» **TASK MATERIAL**
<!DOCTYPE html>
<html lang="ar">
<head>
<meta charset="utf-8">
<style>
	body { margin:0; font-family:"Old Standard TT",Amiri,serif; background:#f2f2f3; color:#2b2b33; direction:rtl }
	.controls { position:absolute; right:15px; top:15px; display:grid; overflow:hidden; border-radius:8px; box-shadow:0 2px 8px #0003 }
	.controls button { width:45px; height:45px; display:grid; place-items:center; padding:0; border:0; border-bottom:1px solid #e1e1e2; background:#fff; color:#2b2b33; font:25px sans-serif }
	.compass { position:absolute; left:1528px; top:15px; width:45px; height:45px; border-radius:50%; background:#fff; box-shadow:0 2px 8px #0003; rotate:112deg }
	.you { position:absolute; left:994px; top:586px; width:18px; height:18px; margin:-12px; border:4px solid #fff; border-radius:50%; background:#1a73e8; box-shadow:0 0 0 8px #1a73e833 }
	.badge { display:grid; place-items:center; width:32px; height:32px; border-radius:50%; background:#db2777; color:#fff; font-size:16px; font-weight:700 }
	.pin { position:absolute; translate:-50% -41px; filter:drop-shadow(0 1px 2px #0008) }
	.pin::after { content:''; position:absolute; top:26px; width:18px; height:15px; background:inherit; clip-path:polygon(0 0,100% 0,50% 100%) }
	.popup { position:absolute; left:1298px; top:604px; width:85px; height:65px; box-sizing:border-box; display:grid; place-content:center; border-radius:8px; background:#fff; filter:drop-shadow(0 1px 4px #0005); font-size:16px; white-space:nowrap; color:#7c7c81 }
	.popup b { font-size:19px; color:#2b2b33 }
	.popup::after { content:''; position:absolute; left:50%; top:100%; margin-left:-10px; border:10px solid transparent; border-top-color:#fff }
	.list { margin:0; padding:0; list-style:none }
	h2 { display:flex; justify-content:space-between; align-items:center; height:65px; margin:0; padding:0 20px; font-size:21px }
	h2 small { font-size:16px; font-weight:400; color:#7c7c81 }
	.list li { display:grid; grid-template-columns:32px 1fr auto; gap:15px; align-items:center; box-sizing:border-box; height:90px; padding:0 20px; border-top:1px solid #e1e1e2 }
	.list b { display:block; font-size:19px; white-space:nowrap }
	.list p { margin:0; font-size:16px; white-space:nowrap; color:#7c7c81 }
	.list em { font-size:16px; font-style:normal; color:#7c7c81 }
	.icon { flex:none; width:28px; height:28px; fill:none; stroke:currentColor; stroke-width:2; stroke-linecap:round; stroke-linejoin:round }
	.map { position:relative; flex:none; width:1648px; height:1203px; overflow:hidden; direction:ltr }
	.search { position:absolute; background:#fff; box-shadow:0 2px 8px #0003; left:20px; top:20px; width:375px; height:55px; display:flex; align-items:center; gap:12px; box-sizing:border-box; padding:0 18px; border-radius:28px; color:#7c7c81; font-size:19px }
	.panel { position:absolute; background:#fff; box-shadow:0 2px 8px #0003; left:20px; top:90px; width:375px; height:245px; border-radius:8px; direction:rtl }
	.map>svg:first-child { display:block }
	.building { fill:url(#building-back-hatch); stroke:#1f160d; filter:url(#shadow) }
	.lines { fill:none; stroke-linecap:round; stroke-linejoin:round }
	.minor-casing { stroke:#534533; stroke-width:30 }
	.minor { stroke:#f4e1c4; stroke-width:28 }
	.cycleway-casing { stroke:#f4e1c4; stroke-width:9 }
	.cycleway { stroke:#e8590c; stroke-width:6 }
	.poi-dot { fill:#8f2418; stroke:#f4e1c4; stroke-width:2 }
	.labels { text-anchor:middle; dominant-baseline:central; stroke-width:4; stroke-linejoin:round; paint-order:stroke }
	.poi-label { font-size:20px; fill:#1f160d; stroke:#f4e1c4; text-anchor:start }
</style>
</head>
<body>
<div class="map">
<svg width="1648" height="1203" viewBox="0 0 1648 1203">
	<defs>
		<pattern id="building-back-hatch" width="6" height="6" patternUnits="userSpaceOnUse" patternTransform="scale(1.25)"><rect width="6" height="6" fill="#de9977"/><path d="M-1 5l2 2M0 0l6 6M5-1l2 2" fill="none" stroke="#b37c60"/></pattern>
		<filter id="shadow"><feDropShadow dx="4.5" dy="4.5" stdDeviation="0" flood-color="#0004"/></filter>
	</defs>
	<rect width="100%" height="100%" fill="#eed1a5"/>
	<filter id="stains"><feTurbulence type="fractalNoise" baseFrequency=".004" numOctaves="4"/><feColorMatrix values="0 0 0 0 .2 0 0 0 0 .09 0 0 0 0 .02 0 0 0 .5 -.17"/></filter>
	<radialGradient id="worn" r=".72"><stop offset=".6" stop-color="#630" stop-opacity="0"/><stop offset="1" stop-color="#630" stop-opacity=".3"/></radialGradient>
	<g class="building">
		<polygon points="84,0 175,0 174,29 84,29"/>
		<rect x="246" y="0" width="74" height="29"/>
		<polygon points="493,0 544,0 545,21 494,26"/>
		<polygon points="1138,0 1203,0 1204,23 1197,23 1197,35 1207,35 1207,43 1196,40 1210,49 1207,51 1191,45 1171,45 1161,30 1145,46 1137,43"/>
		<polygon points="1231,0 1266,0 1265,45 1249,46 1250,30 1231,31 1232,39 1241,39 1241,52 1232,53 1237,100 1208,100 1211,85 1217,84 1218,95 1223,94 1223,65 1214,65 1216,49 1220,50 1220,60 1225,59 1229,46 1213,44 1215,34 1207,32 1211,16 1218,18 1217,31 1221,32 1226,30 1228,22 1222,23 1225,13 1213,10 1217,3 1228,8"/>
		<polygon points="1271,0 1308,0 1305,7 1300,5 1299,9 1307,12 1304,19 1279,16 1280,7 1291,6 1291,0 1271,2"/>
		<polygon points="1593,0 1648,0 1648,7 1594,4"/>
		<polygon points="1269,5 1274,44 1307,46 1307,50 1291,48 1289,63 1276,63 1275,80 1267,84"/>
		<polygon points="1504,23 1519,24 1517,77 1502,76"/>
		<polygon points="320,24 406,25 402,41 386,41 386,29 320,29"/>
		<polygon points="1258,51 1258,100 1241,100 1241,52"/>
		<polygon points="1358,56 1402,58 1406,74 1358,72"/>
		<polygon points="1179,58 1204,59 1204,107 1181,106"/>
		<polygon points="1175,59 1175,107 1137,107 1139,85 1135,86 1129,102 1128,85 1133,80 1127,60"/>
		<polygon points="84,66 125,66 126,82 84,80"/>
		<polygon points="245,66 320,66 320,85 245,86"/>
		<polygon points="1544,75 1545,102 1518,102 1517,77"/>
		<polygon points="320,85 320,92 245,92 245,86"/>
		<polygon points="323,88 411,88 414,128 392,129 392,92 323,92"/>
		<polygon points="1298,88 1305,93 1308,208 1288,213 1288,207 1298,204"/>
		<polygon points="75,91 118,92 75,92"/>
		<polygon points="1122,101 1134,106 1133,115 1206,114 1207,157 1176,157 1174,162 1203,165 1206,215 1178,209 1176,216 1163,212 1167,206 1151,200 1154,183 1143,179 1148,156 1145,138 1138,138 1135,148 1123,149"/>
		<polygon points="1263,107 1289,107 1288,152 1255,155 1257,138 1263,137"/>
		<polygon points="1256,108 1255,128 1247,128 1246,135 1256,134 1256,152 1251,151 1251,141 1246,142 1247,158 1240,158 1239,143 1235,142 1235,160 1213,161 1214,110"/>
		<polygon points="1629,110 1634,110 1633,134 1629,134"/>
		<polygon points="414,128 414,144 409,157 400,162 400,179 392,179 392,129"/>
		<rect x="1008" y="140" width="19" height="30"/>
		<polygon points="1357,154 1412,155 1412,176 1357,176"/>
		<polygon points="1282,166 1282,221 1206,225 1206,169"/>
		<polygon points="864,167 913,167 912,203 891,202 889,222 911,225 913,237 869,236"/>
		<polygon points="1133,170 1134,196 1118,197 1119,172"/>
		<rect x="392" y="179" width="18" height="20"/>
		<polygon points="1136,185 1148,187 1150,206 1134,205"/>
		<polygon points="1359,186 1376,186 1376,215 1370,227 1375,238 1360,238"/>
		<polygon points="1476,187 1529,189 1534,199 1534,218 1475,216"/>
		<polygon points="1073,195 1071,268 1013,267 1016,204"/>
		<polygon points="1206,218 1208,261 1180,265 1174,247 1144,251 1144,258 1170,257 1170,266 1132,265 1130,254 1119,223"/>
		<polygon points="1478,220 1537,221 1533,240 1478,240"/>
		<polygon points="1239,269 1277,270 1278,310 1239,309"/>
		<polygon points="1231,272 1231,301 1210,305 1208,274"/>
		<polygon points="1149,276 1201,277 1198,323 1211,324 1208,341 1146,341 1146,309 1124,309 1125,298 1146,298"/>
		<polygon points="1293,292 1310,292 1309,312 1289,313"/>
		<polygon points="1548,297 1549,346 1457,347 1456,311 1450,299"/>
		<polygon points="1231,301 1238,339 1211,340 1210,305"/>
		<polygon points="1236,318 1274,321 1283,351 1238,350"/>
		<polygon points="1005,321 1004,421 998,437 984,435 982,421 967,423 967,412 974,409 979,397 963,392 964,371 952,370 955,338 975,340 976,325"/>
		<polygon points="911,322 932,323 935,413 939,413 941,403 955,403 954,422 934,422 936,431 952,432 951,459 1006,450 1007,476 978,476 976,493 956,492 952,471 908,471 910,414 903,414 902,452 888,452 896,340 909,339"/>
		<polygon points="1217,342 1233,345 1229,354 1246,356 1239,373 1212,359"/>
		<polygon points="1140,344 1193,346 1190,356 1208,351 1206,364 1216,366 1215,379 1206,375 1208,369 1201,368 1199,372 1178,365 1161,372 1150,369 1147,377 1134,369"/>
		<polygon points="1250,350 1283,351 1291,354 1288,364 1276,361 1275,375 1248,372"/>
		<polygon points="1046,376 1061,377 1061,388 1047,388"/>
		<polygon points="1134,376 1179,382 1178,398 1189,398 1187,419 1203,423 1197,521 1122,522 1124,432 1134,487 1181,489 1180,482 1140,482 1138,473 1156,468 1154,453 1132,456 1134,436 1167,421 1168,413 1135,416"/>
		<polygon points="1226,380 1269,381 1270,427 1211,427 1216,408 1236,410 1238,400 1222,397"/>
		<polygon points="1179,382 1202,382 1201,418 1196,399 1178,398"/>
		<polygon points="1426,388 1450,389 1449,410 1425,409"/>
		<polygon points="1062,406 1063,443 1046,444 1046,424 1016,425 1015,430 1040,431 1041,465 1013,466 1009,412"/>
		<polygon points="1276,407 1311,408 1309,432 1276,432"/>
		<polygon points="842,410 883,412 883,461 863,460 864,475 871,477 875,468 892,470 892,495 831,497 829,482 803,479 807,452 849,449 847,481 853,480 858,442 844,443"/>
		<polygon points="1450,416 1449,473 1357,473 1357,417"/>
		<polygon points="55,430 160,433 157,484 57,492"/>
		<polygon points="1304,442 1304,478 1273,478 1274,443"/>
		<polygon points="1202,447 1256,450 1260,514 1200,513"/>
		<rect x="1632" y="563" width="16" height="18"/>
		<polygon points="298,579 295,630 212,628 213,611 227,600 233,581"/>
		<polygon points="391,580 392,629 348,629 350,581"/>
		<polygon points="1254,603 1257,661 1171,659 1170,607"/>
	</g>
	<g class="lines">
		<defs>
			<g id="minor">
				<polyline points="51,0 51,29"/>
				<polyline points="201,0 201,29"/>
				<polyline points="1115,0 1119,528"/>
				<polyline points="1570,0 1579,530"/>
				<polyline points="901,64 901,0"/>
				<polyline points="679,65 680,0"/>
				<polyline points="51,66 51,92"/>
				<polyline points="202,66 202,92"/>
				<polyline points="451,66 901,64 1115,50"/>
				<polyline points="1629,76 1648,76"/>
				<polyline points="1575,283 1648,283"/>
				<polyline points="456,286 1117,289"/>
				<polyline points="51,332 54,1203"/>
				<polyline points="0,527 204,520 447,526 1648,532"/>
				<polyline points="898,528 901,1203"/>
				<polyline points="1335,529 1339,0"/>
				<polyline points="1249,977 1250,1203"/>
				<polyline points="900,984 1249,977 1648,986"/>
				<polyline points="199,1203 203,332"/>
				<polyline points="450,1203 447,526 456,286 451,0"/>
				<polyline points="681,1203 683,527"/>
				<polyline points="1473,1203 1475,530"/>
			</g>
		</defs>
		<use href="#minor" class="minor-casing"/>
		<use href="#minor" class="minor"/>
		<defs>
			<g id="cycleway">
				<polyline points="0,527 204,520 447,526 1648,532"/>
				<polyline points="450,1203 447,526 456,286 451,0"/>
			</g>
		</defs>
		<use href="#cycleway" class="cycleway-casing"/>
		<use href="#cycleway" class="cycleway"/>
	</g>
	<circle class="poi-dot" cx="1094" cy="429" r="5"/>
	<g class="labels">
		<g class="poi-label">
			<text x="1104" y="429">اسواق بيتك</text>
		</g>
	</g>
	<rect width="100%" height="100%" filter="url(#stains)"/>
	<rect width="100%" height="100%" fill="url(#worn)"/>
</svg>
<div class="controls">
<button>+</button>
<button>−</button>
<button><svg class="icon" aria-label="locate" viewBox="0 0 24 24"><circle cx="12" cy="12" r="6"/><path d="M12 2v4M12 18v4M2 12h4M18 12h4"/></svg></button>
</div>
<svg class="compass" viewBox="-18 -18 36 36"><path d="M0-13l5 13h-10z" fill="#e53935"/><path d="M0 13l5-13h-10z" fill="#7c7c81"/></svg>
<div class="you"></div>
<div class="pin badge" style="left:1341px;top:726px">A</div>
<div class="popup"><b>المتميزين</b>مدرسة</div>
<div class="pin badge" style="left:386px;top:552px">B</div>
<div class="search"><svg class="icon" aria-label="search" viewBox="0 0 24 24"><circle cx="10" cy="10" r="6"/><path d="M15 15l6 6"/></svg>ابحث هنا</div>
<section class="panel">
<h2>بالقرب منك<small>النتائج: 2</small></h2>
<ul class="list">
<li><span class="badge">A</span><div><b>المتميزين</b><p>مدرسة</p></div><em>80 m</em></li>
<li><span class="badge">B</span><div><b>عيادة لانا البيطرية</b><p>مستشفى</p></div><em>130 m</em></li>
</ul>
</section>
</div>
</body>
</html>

» **TASK ITEM**
Please print verbatim each line from the first line of the entries above to the line that contains "content:''; position:absolute; top:26px;", inclusive, and nothing more.

» **YOUR RESPONSE**
<!DOCTYPE html>
<html lang="ar">
<head>
<meta charset="utf-8">
<style>
	body { margin:0; font-family:"Old Standard TT",Amiri,serif; background:#f2f2f3; color:#2b2b33; direction:rtl }
	.controls { position:absolute; right:15px; top:15px; display:grid; overflow:hidden; border-radius:8px; box-shadow:0 2px 8px #0003 }
	.controls button { width:45px; height:45px; display:grid; place-items:center; padding:0; border:0; border-bottom:1px solid #e1e1e2; background:#fff; color:#2b2b33; font:25px sans-serif }
	.compass { position:absolute; left:1528px; top:15px; width:45px; height:45px; border-radius:50%; background:#fff; box-shadow:0 2px 8px #0003; rotate:112deg }
	.you { position:absolute; left:994px; top:586px; width:18px; height:18px; margin:-12px; border:4px solid #fff; border-radius:50%; background:#1a73e8; box-shadow:0 0 0 8px #1a73e833 }
	.badge { display:grid; place-items:center; width:32px; height:32px; border-radius:50%; background:#db2777; color:#fff; font-size:16px; font-weight:700 }
	.pin { position:absolute; translate:-50% -41px; filter:drop-shadow(0 1px 2px #0008) }
	.pin::after { content:''; position:absolute; top:26px; width:18px; height:15px; background:inherit; clip-path:polygon(0 0,100% 0,50% 100%) }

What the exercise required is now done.